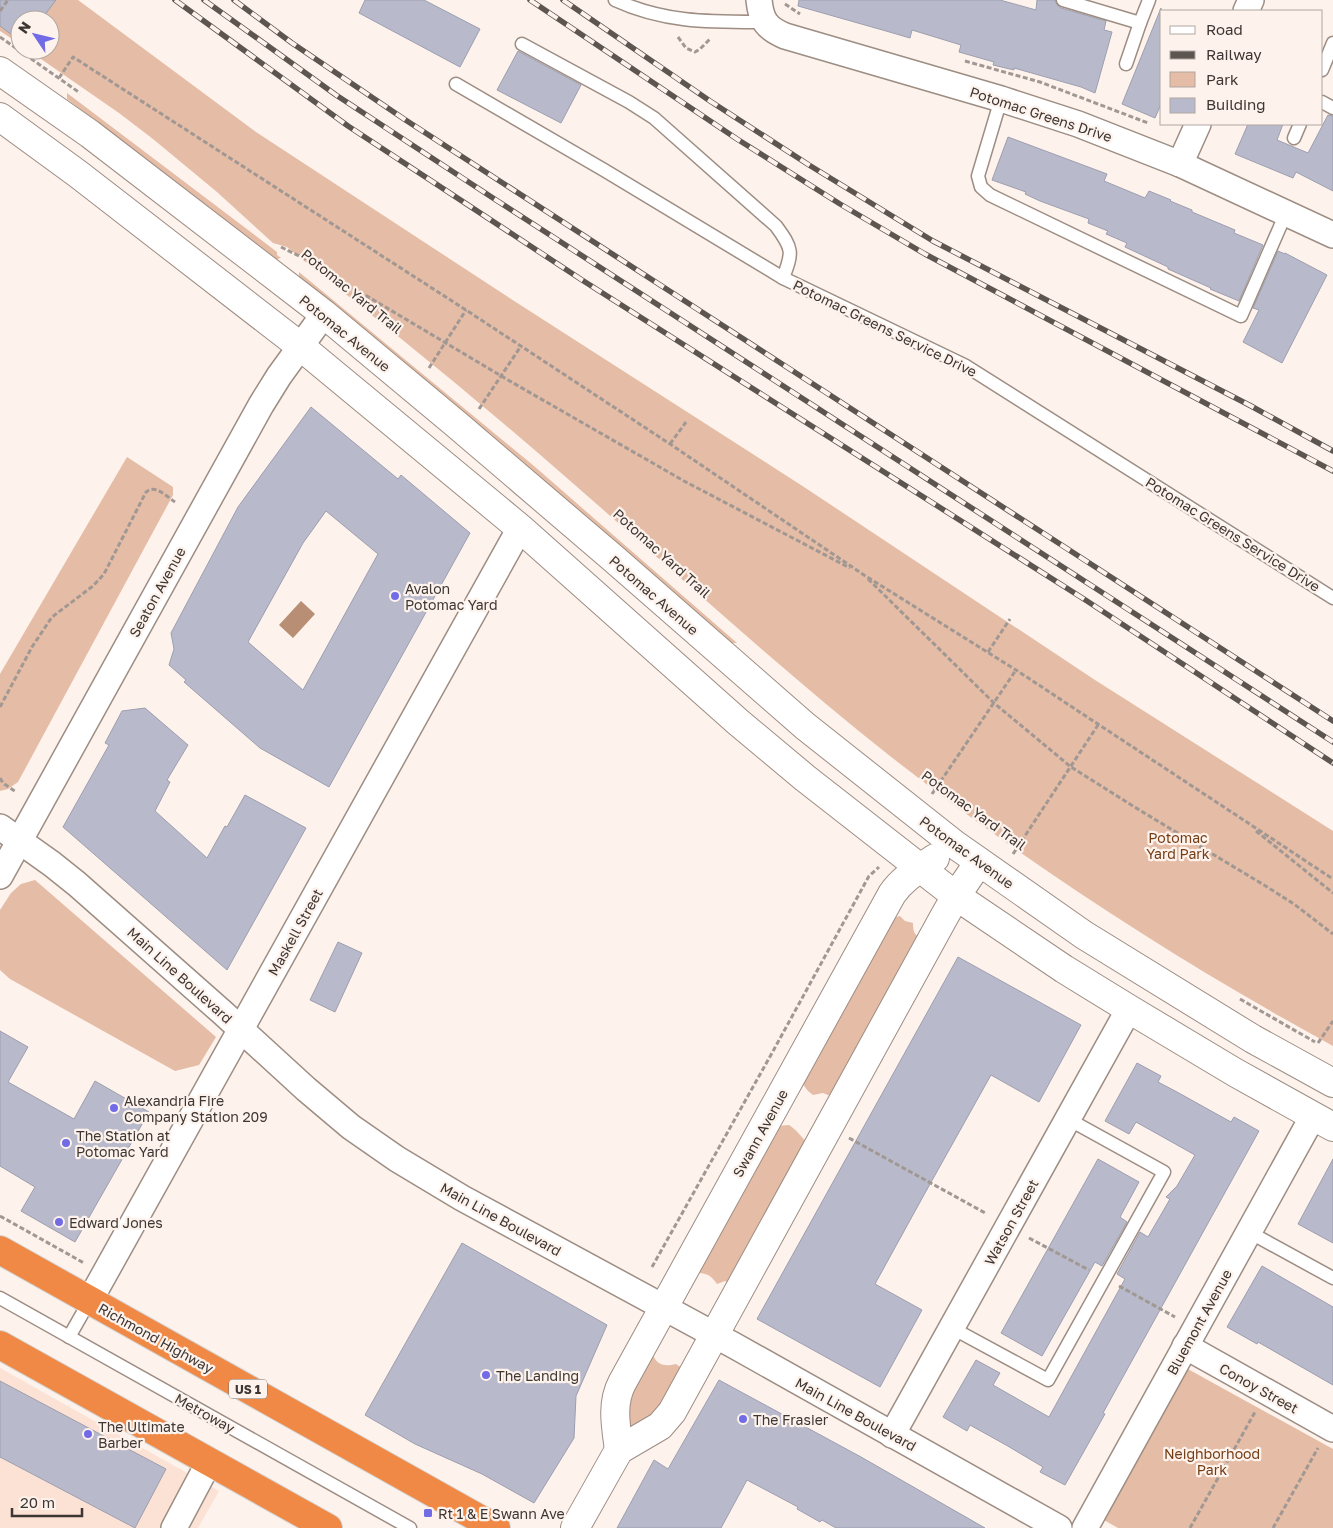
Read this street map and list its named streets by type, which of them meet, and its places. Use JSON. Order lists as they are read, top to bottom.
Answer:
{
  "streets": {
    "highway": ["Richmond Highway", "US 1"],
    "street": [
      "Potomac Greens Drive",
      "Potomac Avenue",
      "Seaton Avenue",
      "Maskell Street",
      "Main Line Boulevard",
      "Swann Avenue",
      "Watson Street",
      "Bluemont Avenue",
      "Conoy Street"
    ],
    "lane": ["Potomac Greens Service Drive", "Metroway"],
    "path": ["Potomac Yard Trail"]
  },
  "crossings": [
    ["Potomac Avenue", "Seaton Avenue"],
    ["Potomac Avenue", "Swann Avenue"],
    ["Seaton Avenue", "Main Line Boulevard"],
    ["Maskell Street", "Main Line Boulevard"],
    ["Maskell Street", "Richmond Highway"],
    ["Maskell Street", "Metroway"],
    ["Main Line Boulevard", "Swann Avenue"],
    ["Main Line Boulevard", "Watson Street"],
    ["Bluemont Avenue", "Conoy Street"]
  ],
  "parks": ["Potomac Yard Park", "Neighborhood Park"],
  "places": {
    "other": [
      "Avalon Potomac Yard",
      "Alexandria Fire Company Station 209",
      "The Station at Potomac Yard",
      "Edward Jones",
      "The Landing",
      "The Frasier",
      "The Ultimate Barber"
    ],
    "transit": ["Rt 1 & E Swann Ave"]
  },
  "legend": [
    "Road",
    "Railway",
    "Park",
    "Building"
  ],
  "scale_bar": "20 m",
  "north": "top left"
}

- [EXERCISE PROMPT]
Retype all records exactly as shown above, images excluded.

- [WRITTEN REPLY]
Read this street map and list its named streets by type, which of them meet, and its places. Use JSON. Order lists as they are read, top to bottom.
Answer:
{
  "streets": {
    "highway": ["Richmond Highway", "US 1"],
    "street": [
      "Potomac Greens Drive",
      "Potomac Avenue",
      "Seaton Avenue",
      "Maskell Street",
      "Main Line Boulevard",
      "Swann Avenue",
      "Watson Street",
      "Bluemont Avenue",
      "Conoy Street"
    ],
    "lane": ["Potomac Greens Service Drive", "Metroway"],
    "path": ["Potomac Yard Trail"]
  },
  "crossings": [
    ["Potomac Avenue", "Seaton Avenue"],
    ["Potomac Avenue", "Swann Avenue"],
    ["Seaton Avenue", "Main Line Boulevard"],
    ["Maskell Street", "Main Line Boulevard"],
    ["Maskell Street", "Richmond Highway"],
    ["Maskell Street", "Metroway"],
    ["Main Line Boulevard", "Swann Avenue"],
    ["Main Line Boulevard", "Watson Street"],
    ["Bluemont Avenue", "Conoy Street"]
  ],
  "parks": ["Potomac Yard Park", "Neighborhood Park"],
  "places": {
    "other": [
      "Avalon Potomac Yard",
      "Alexandria Fire Company Station 209",
      "The Station at Potomac Yard",
      "Edward Jones",
      "The Landing",
      "The Frasier",
      "The Ultimate Barber"
    ],
    "transit": ["Rt 1 & E Swann Ave"]
  },
  "legend": [
    "Road",
    "Railway",
    "Park",
    "Building"
  ],
  "scale_bar": "20 m",
  "north": "top left"
}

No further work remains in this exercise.